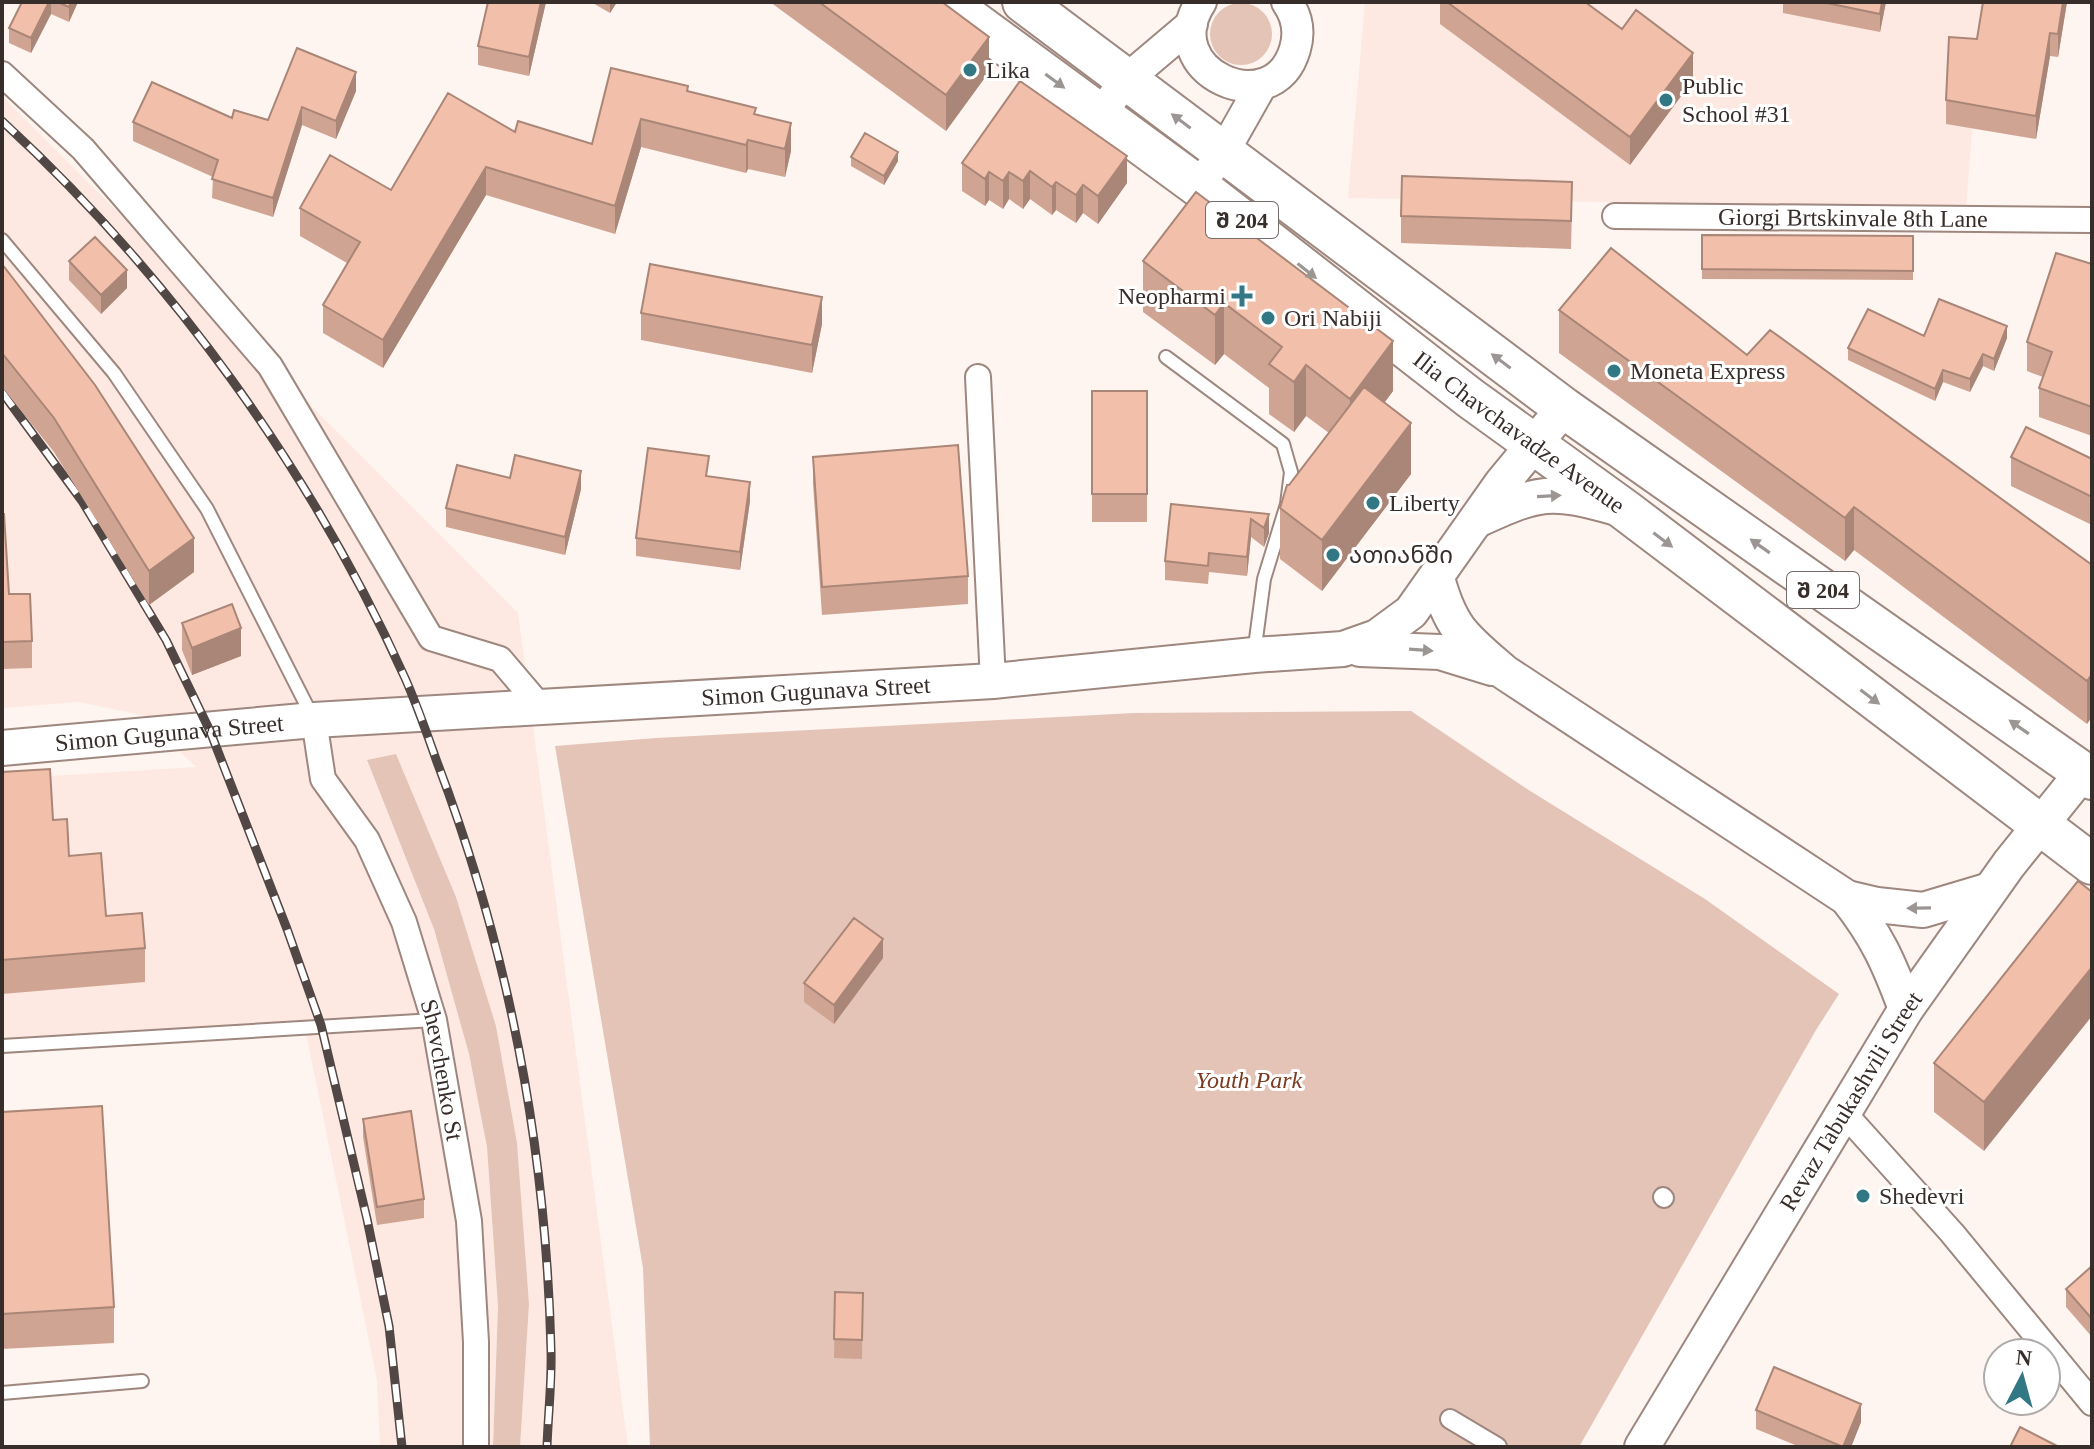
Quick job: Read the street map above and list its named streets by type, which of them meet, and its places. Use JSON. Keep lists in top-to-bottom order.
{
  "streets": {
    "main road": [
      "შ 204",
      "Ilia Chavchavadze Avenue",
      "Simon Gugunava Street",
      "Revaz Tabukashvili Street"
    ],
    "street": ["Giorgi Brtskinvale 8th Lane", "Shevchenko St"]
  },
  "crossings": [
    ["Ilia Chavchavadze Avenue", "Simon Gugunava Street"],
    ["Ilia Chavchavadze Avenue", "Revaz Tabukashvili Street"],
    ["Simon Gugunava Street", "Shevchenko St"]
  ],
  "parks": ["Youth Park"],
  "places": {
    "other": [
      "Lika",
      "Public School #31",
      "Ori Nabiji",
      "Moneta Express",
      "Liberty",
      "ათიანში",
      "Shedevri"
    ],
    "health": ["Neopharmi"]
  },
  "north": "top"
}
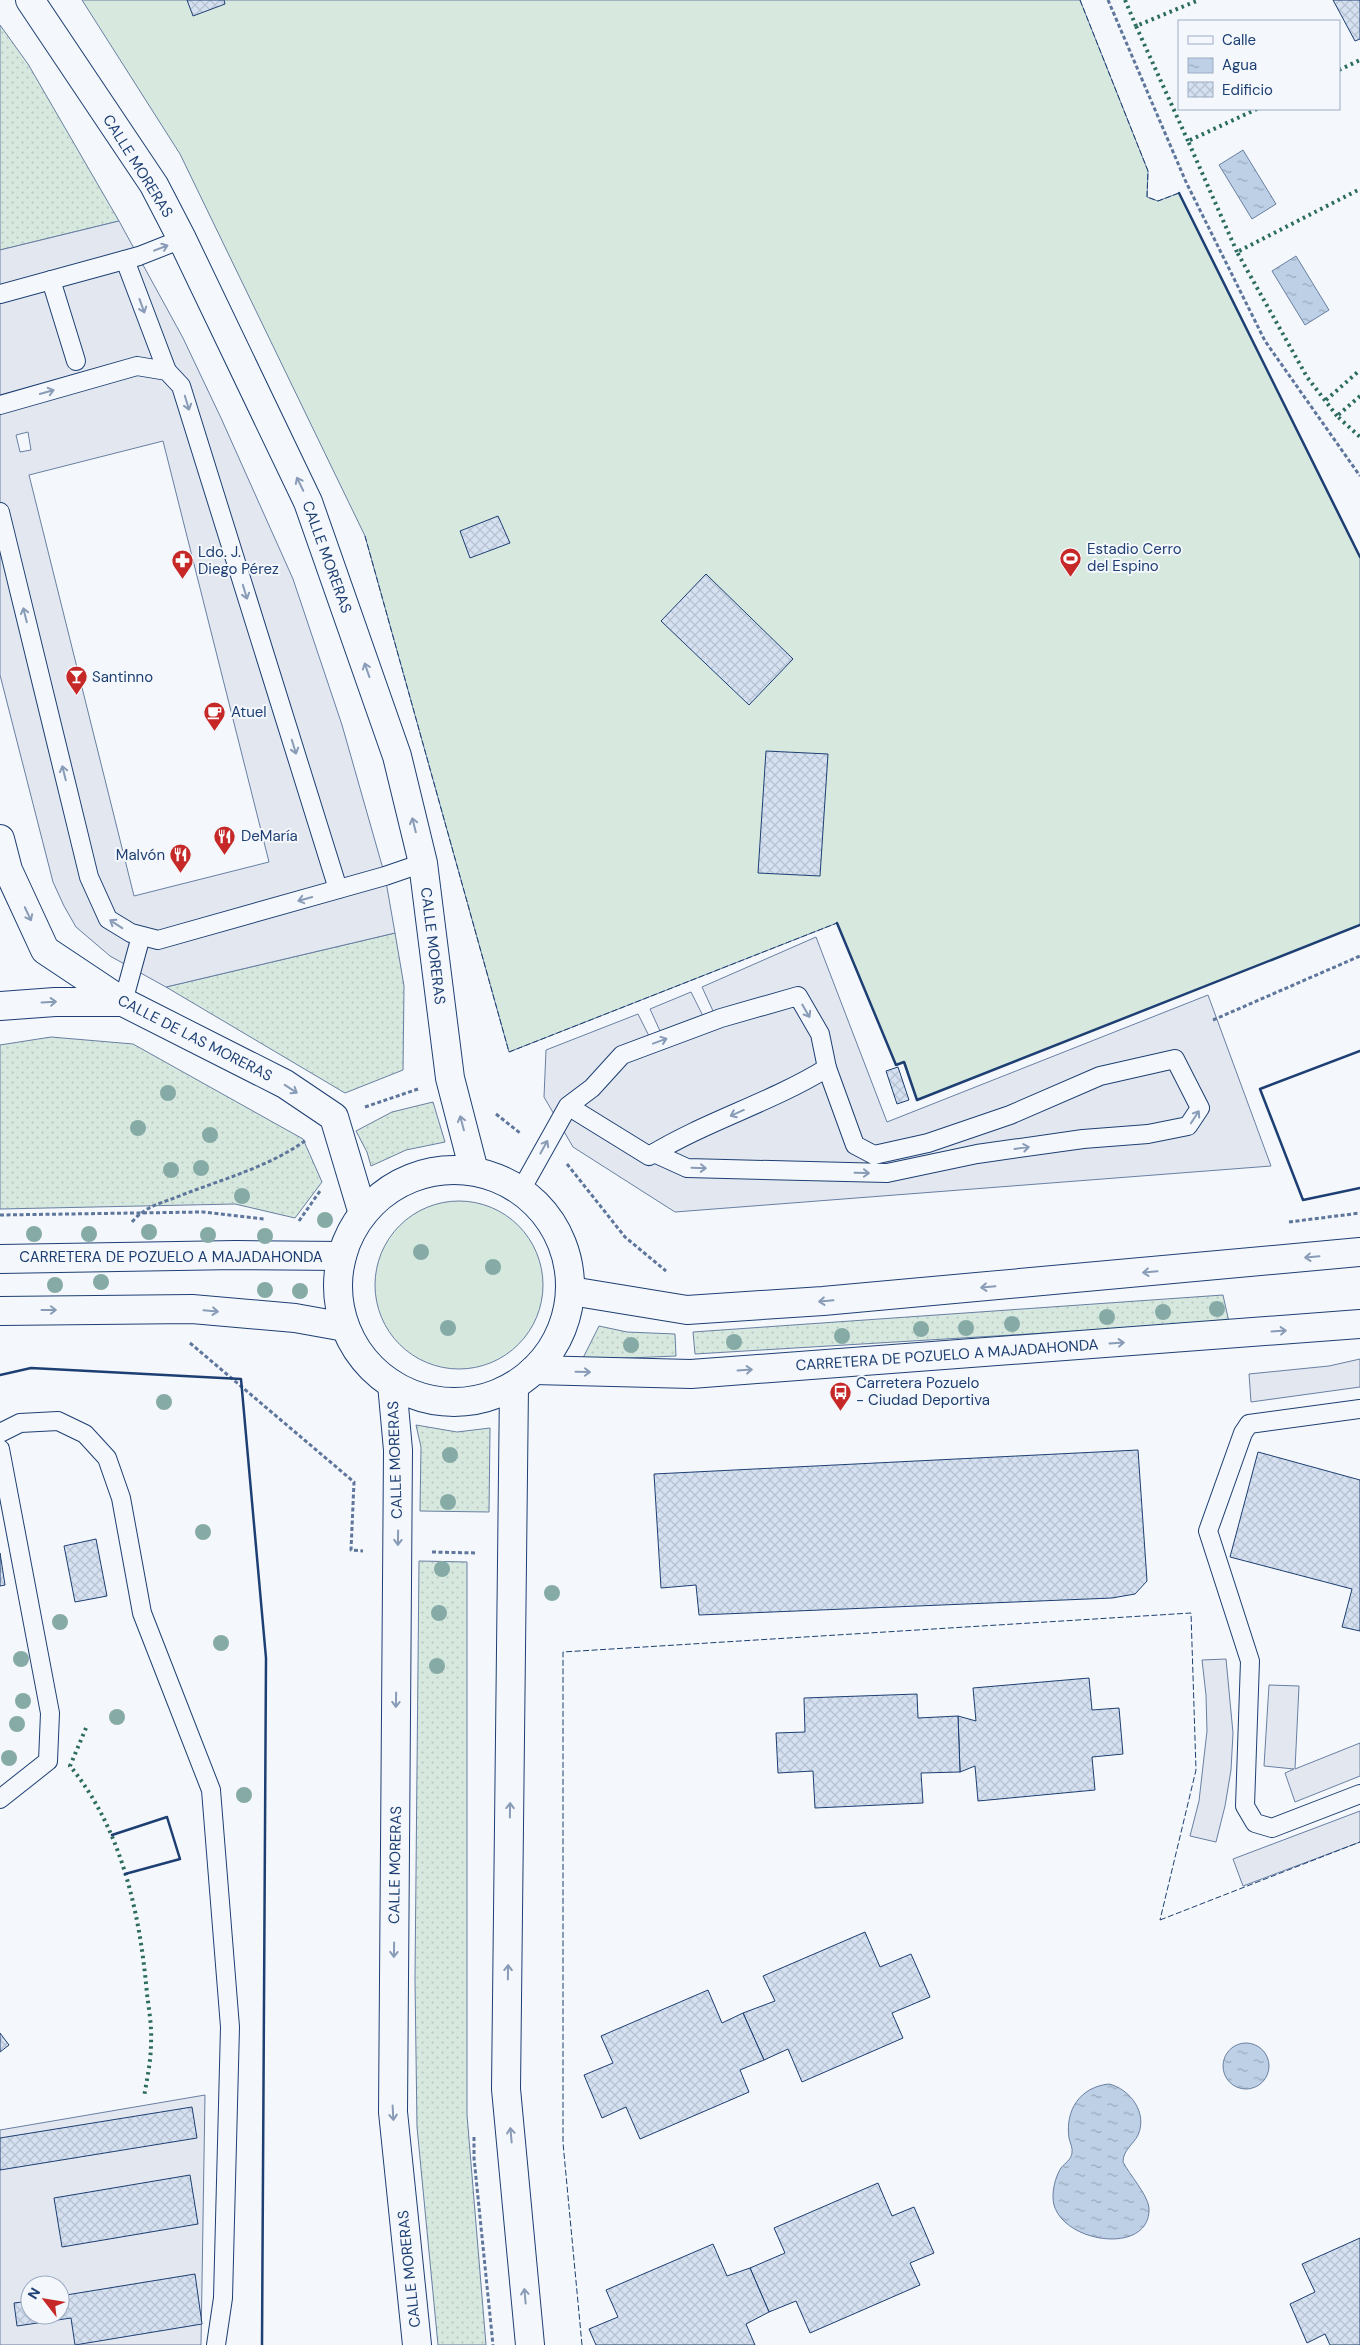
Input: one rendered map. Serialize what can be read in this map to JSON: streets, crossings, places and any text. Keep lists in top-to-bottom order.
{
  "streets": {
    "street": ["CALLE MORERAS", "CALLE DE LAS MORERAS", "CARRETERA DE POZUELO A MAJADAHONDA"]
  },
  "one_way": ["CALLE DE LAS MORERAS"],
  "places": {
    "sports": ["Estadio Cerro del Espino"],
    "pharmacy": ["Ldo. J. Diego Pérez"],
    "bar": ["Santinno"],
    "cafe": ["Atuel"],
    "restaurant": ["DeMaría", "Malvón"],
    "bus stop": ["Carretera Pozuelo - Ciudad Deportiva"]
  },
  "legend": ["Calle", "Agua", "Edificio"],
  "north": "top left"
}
########################################
• [Task to complete] Word for word, restate every line of the listing, omitting the pictures.

• [Output below]
Quick job: Read the street map above and list its named streets by type, which of them meet, and its places. Use JSON. Keep lists in top-to-bottom order.
{
  "streets": {
    "main road": [
      "შ 204",
      "Ilia Chavchavadze Avenue",
      "Simon Gugunava Street",
      "Revaz Tabukashvili Street"
    ],
    "street": ["Giorgi Brtskinvale 8th Lane", "Shevchenko St"]
  },
  "crossings": [
    ["Ilia Chavchavadze Avenue", "Simon Gugunava Street"],
    ["Ilia Chavchavadze Avenue", "Revaz Tabukashvili Street"],
    ["Simon Gugunava Street", "Shevchenko St"]
  ],
  "parks": ["Youth Park"],
  "places": {
    "other": [
      "Lika",
      "Public School #31",
      "Ori Nabiji",
      "Moneta Express",
      "Liberty",
      "ათიანში",
      "Shedevri"
    ],
    "health": ["Neopharmi"]
  },
  "north": "top"
}
Input: one rendered map. Serialize what can be read in this map to JSON: streets, crossings, places and any text. Keep lists in top-to-bottom order.
{
  "streets": {
    "street": ["CALLE MORERAS", "CALLE DE LAS MORERAS", "CARRETERA DE POZUELO A MAJADAHONDA"]
  },
  "one_way": ["CALLE DE LAS MORERAS"],
  "places": {
    "sports": ["Estadio Cerro del Espino"],
    "pharmacy": ["Ldo. J. Diego Pérez"],
    "bar": ["Santinno"],
    "cafe": ["Atuel"],
    "restaurant": ["DeMaría", "Malvón"],
    "bus stop": ["Carretera Pozuelo - Ciudad Deportiva"]
  },
  "legend": ["Calle", "Agua", "Edificio"],
  "north": "top left"
}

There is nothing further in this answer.